What Should a Hockey Game Sound Like?

What Should a Hockey Game Sound Like?

Broadcast will look the same on TV, but it’s certain to sound different.

Every Wednesday through the coronavirus pandemic, Rob Corte gets on a teleconference call with a group of fellow broadcasters who call themselves clean freaks.

It’s an international group of sports broadcasters — hockey, baseball, football, basketball, soccer, wrestling, auto racing — who are trying to figure out the best and safest ways to bring back televised sports.

“Every week we meet and discuss what we think we should do, how can we do it.
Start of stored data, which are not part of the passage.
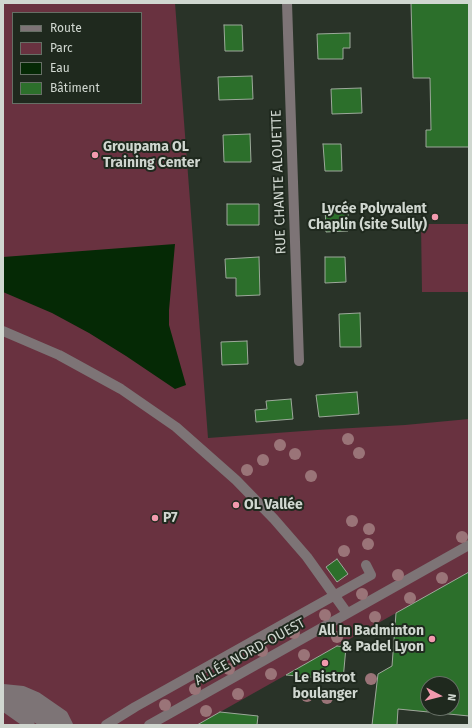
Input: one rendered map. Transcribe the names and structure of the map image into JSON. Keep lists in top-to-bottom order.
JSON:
{
  "streets": {
    "street": ["RUE CHANTE ALOUETTE", "ALLÉE NORD-OUEST"]
  },
  "places": [
    "Groupama OL Training Center",
    "Lycée Polyvalent Chaplin (site Sully)",
    "OL Vallée",
    "P7",
    "All In Badminton & Padel Lyon",
    "Le Bistrot boulanger"
  ],
  "legend": [
    "Route",
    "Parc",
    "Eau",
    "Bâtiment"
  ],
  "north": "right"
}
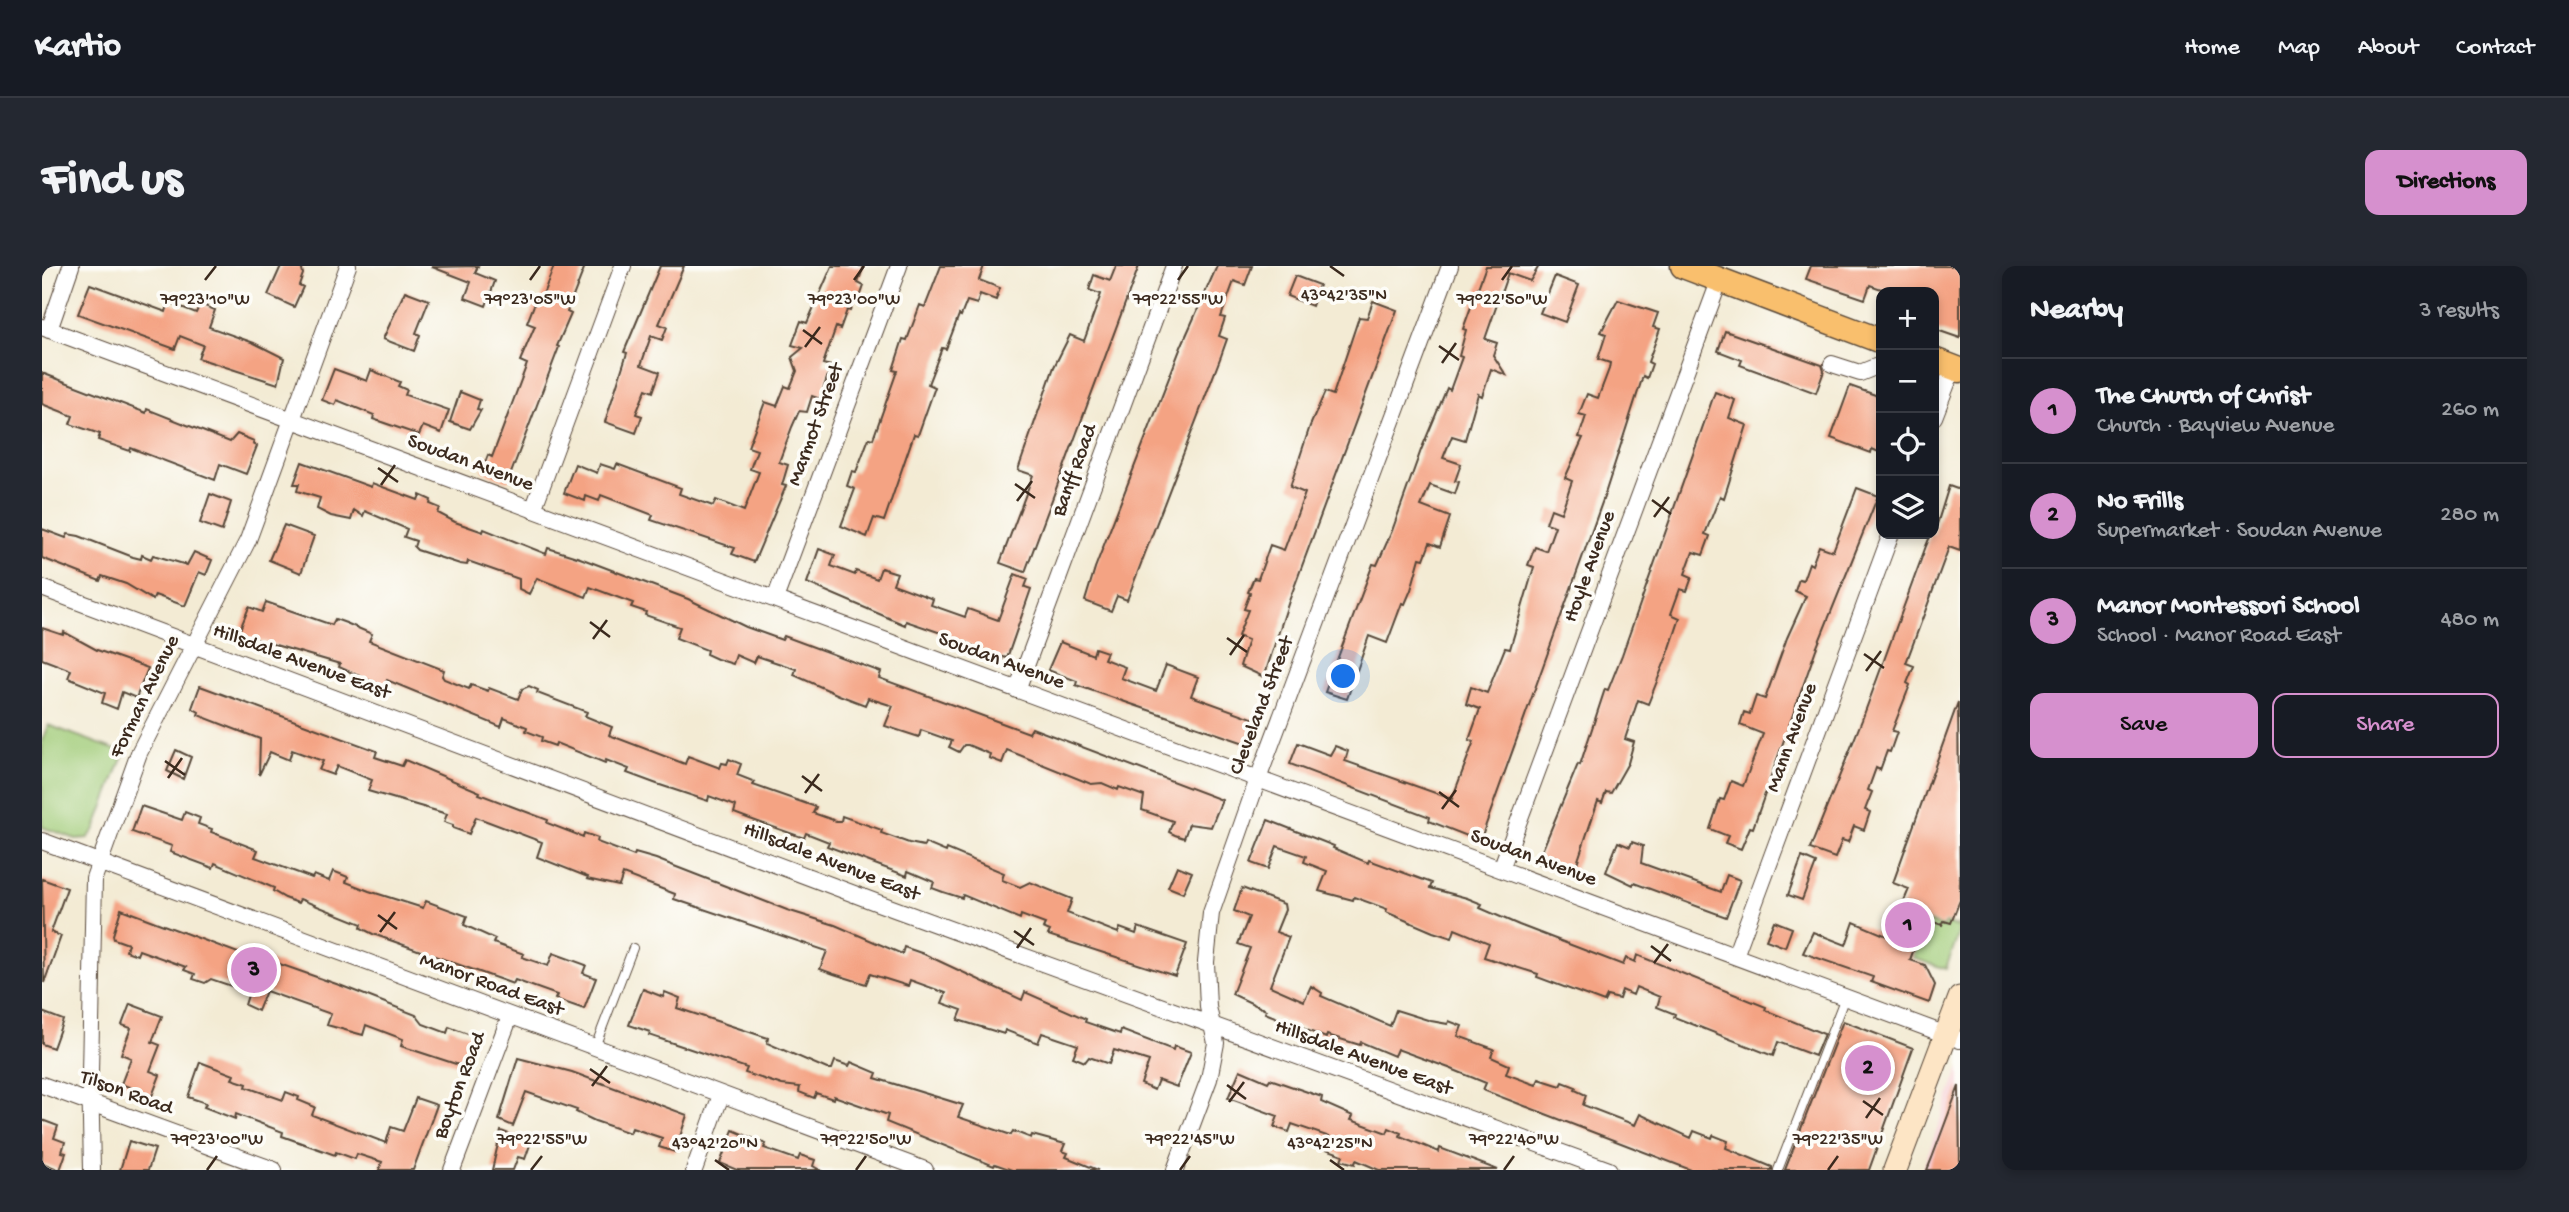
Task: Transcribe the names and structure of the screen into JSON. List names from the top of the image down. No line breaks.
{"streets":{"street":["Marmot Street","Soudan Avenue","Banff Road","Hoyle Avenue","Hillsdale Avenue East","Forman Avenue","Cleveland Street","Mann Avenue","Manor Road East","Boyton Road","Tilson Road"]},"crossings":[["Marmot Street","Soudan Avenue"],["Soudan Avenue","Banff Road"],["Soudan Avenue","Hoyle Avenue"],["Soudan Avenue","Forman Avenue"],["Soudan Avenue","Cleveland Street"],["Soudan Avenue","Mann Avenue"],["Hillsdale Avenue East","Forman Avenue"],["Hillsdale Avenue East","Cleveland Street"],["Forman Avenue","Manor Road East"],["Forman Avenue","Tilson Road"],["Manor Road East","Boyton Road"]],"page":{"header":"Kartio","nav":["Home","Map","About","Contact"],"buttons":["Directions",["Save","Share"]],"title":"Find us","heading":["Nearby","3 results"],"map_buttons":["+","−"],"list":[{"mark":"1","name":"The Church of Christ","note":"Church · Bayview Avenue","value":"260 m"},{"mark":"2","name":"No Frills","note":"Supermarket · Soudan Avenue","value":"280 m"},{"mark":"3","name":"Manor Montessori School","note":"School · Manor Road East","value":"480 m"}],"pins":["1","3","2"]},"coordinates":["43°42'35\"N","79°23'10\"W","79°23'05\"W","79°23'00\"W","79°22'55\"W","79°22'50\"W","79°22'45\"W","79°22'40\"W","79°22'35\"W","43°42'20\"N","43°42'25\"N"]}
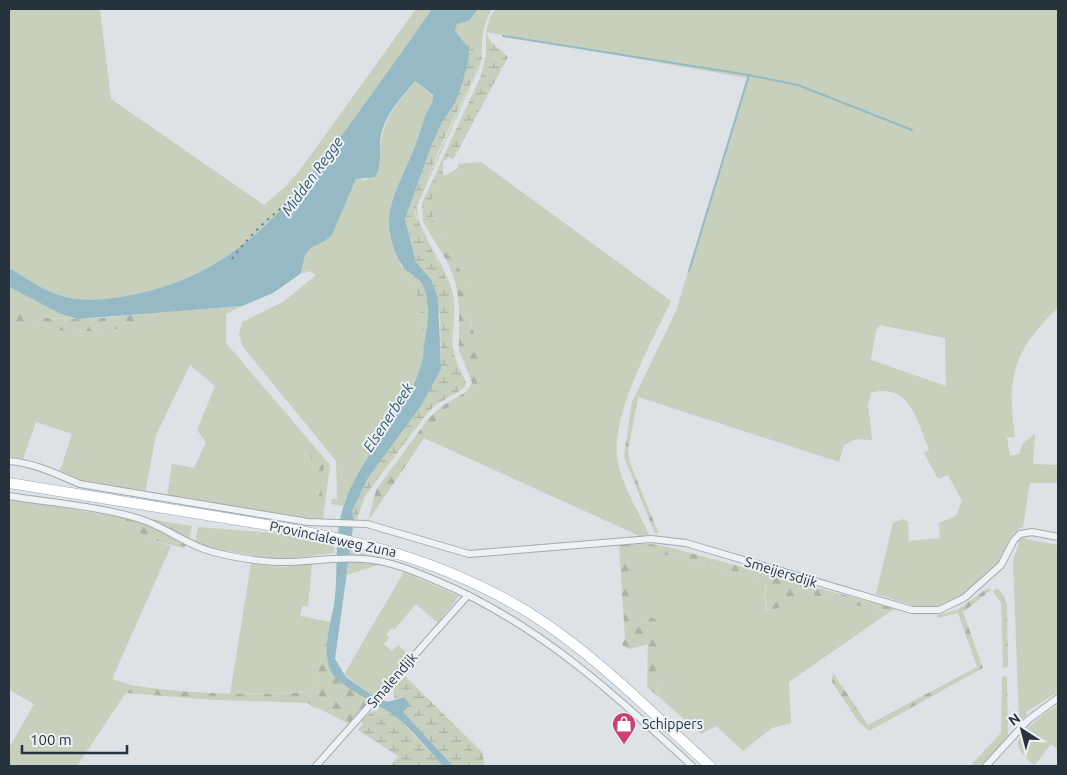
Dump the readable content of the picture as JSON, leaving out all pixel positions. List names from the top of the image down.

And what’s been nice is there have been real life examples of how to do it,” said Corte, Sportsnet’s vice president of NHL production. “And so every Wednesday, when we meet, we get all the feedback as to what worked, what didn’t work, which has been extremely helpful.”

Some sports have come back sooner than others, and hockey’s return seems imminent.

Corte is involved in all kinds of meetings, within Sportsnet, with public health officials and with the NHL as they collectively try to figure out what the NHL will look and sound like if it completes its 2019-20 playoffs this summer.

While thing still could change according to public health recommendations, the play-by-play and color commentators will be in a studio, not in the rink. And there will be no sideline reporter, no analyst between the benches.

“Right now, access to players is not happening,” Corte said. “So those positions don’t really make sense in the current environment.

“Our preference is to have play-by-play and color at the venue. But where we sit now based on safety issues and number of people allowed in the venue, the answer’s no.”

And there will be no fans. Which means the ambient sound — cheering, jeering — that has been part of broadcasting sports since its infancy won’t exist. That has been a recurring theme on those Wednesday calls, where ideas have included using simulated sound, as the English Premier League is doing, or focusing on the actual sound in the arena.

Simulated sound can be jarring for viewers staring at empty seats but, Corte said, “it does provide an additional soundtrack to the game. That one is being worked on pretty heavily.

“One thing that’s going to be more prominent are the sounds of the game: skates, bodychecks, pucks hitting posts, things like that. That you’ll see obviously augmented. Without crowd noise there, you’re able to hear that a little bit more.”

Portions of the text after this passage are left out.